A proposal to allow the Federal Board of Revenue (FBR) to raise taxes through notifications without first getting Parliament’s consent was also condemned by the Senate Standing Committee on Finance.
Senator Saleem Mandviwalla of the Pakistan Peoples Party (PPP) presided over the senate conference and acknowledged that the supplementary budget bill “would only burden the taxpayers,” recommending that the government take steps to include non-taxpayers in the FBR’s purview.
Only the chairman and three other committee members were present during the senate session. Senator Mohsin Aziz of the Pakistan Tehreek-i-Insaaf (PTI) opposed the mini-budget with certain adjustments, but the committee nonetheless accepted the bill with a 3-2 vote.
Senate Reservations on Rs. 170 Billion Mini Budget
To get NA approval for the budget being submitted as part of the agreement with the International Monetary Fund (IMF), Finance Minister Ishaq Dar had presented the Finance Bill to the NA a day earlier.
The government’s claim that these actions had a budgetary impact of just Rs. 170 billion was disputed by Senator Aziz, who asserted that the true annual impact was in excess of Rs. 510 billion.
The general sales tax (GST), which was increased from 17% to 18% by the Finance (Supplementary) Bill 2023, which was introduced in the House on February 15, 2023, also increased the federal excise duty on tobacco, sugary goods, airline tickets, wedding venues, and cement.
Via an administrative decision from the federal cabinet, the government has already implemented the GST rate rise. But as of late, it has suggested giving the FBR comparable authority.
PML-N Saadia Abbasi, a senator, voted against the motion that would have allowed the FBR to raise the sales tax rates covered under the third schedule of the Sales Tax Act.
According to FBR Chairman Asim Ahmad who was also present in the senate, the government recommended the modification to give the FBR the authority to raise taxes on goods with a retail price because the FBR had not previously been given the authority to do so.
But giving away such authority would be like chopping off the legislators’ hands and putting the country’s future in the hands of bureaucrats who are determined to buy fancy cars despite the economic downturn.
Senator Mandviwalla said that “The Aviation Ministry has expressed reservations about levying a 20% tax on business class and first class tickets or Rs50,000, whichever is higher.”

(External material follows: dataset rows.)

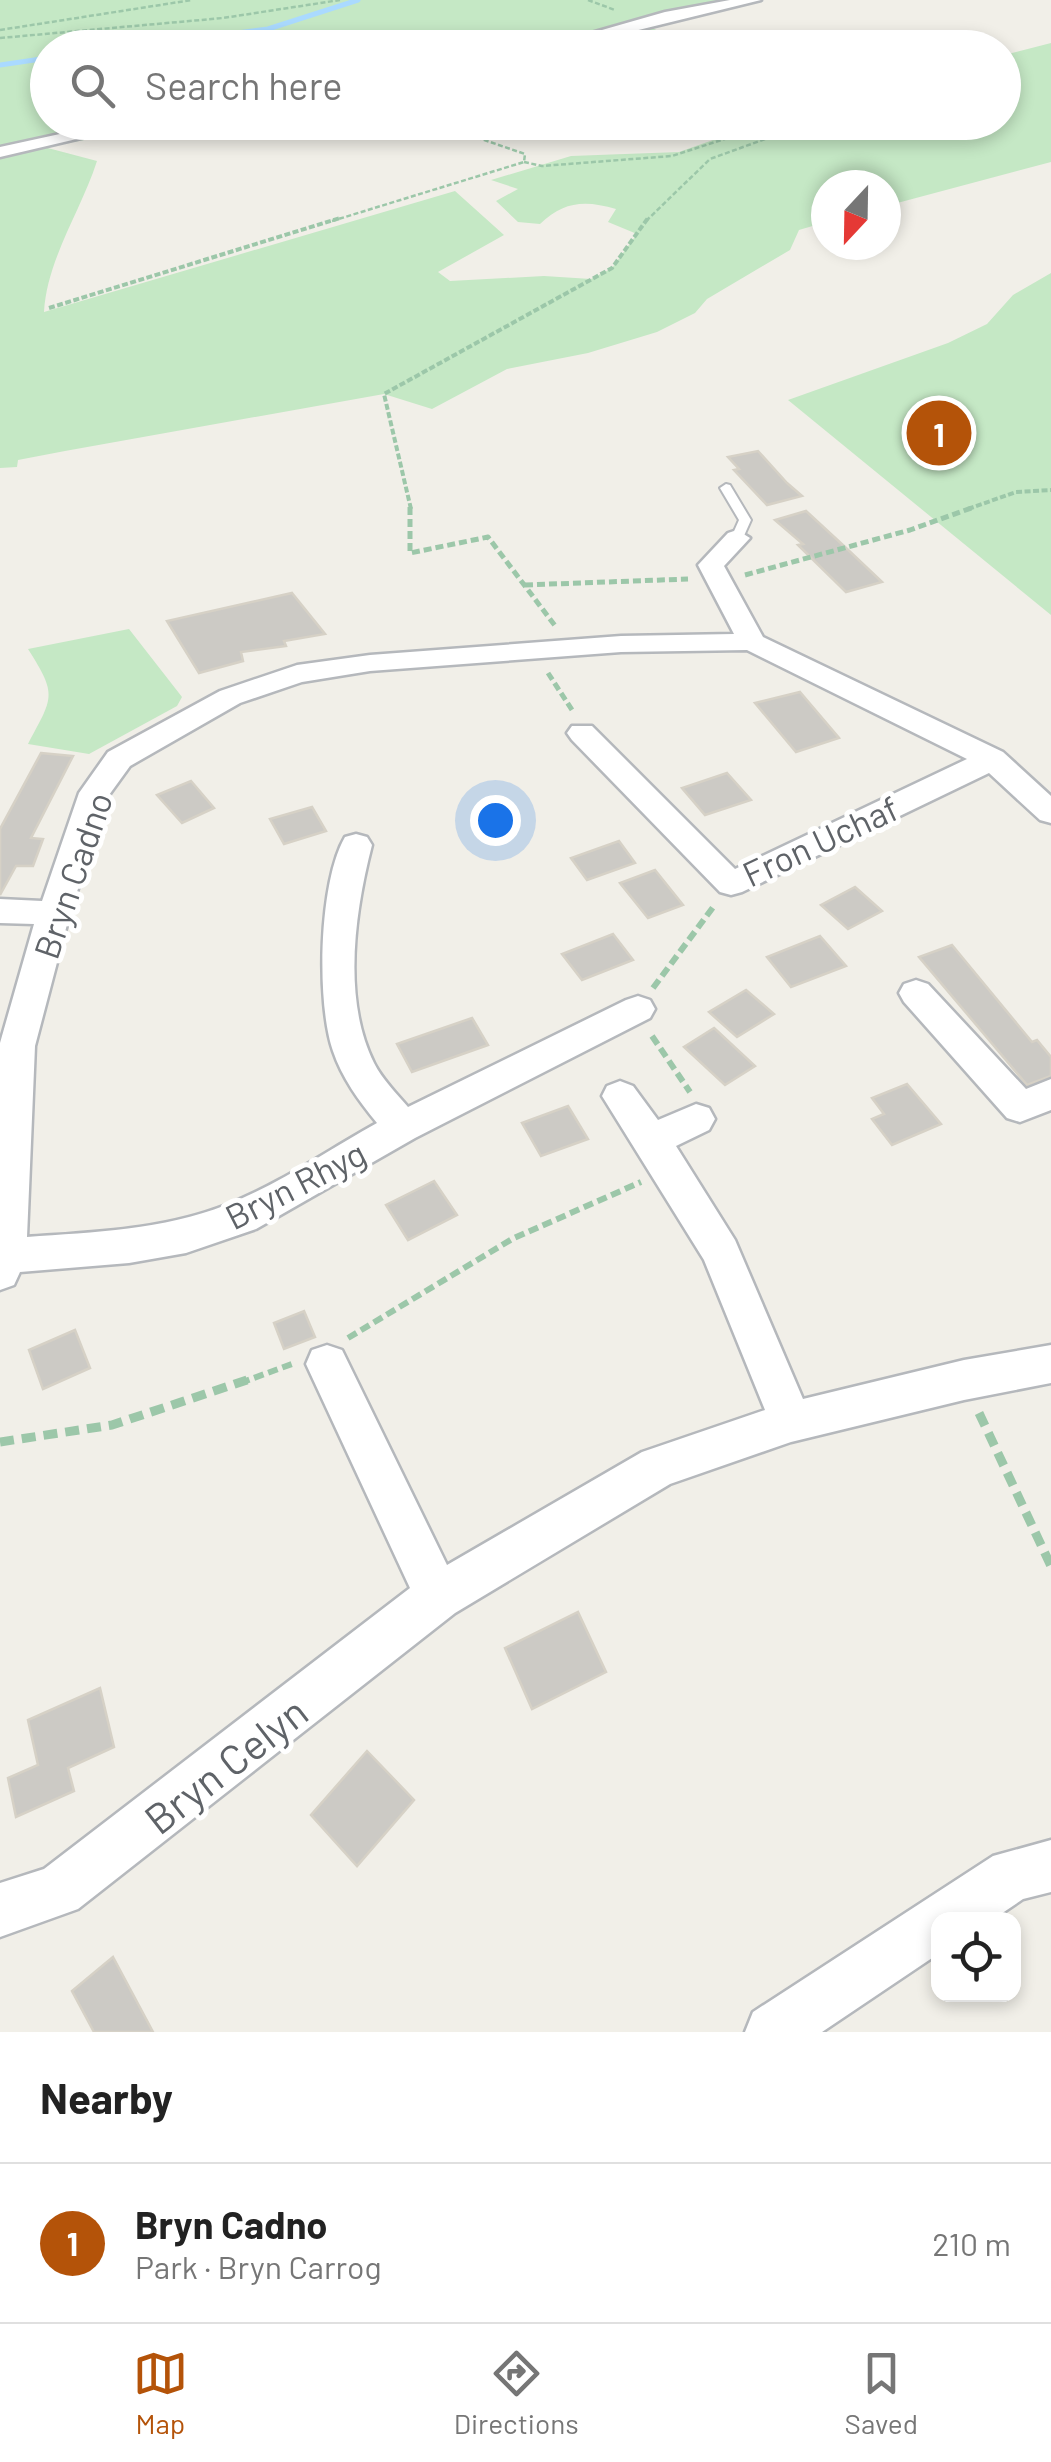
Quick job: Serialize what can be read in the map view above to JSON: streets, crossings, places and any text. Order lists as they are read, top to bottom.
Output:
{
  "streets": {
    "street": [
      "Fron Uchaf",
      "Bryn Cadno",
      "Bryn Rhyg",
      "Bryn Celyn"
    ]
  },
  "crossings": [
    ["Fron Uchaf", "Bryn Cadno"],
    ["Bryn Cadno", "Bryn Rhyg"]
  ],
  "north": "bottom",
  "page": {
    "search": "Search here",
    "pins": "1",
    "heading": "Nearby",
    "list": [
      {
        "mark": "1",
        "name": "Bryn Cadno",
        "note": "Park · Bryn Carrog",
        "value": "210 m"
      }
    ],
    "nav": ["Map", "Directions", "Saved"]
  }
}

The proposed levy, according to the aviation ministry, is unworkable because ticket prices are not constant and change periodically.
Senator Mandviwalla then recommended that a specific sum should be set aside for each destination rather than imposing a 20% tax.

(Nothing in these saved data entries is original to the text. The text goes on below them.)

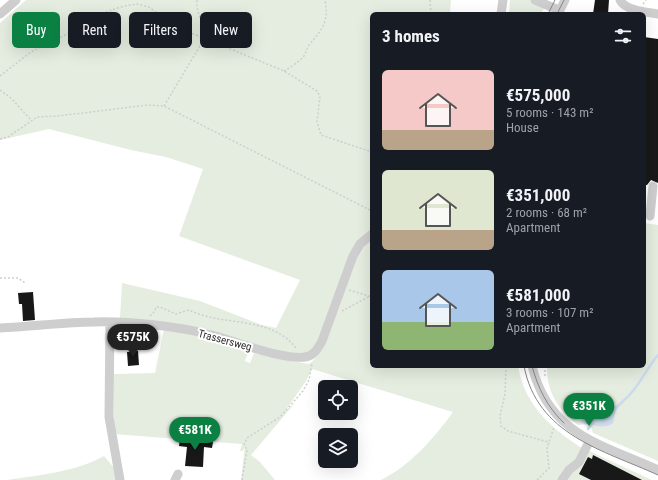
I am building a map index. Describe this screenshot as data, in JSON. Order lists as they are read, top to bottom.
{
  "streets": {
    "street": ["Trassersweg"]
  },
  "page": {
    "chip": [
      "Buy",
      "Rent",
      "Filters",
      "New"
    ],
    "heading": "3 homes",
    "list": [
      {
        "name": "€575,000",
        "note": "5 rooms · 143 m² · House"
      },
      {
        "name": "€351,000",
        "note": "2 rooms · 68 m² · Apartment"
      },
      {
        "name": "€581,000",
        "note": "3 rooms · 107 m² · Apartment"
      }
    ],
    "price": ["€575K", "€351K", "€581K"]
  }
}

Senator Aziz argued that, rather than raising import duties, luxury goods should simply be outlawed. “An increase in taxes will only encourage smuggling of these items,” he said.
Dr. Aisha Ghaus Pasha, Minister of State for Finance, stated that although the government desired to forbid the entry of luxury goods, it was unable to do so due to World Trade Organization (WTO) regulations.
“As far as the smuggling of these luxury items is concerned, the FBR, in collaboration with Frontier Corps and other agencies, is trying to curb smuggling along the western border,” said Pasha.
Nonetheless, the FBR is not mandated to guard the international frontiers.
Further objecting to the government’s imposition in the senate session that the 10% Federal Excise Duty (FED) on sweet fruit juices and squashes, representatives from Murree Brewery and Shezan Enterprises said the government’s sudden hike was unreasonable.
The FBR chairman commented that “sugary drinks are injurious to health and owing to the World Health Organization (WHO) recommendations in this regard, the government has increased the FED on carbonated water from 13% to 20%.”
The FED on fruit juices should be reduced from 10% to 5%, under the committee’s recommendation.
The FBR chairman stated that people must pay a 10% tax upfront to use banquet facilities during a discussion on the proposed tax on events and gatherings.
According to Senator Mandviwalla in the senate session, the majority of banquet halls in the nation are not even registered with the FBR, and the tax administration should work to have the marriage halls registered in order to close the apparent loophole that allows for tax avoidance.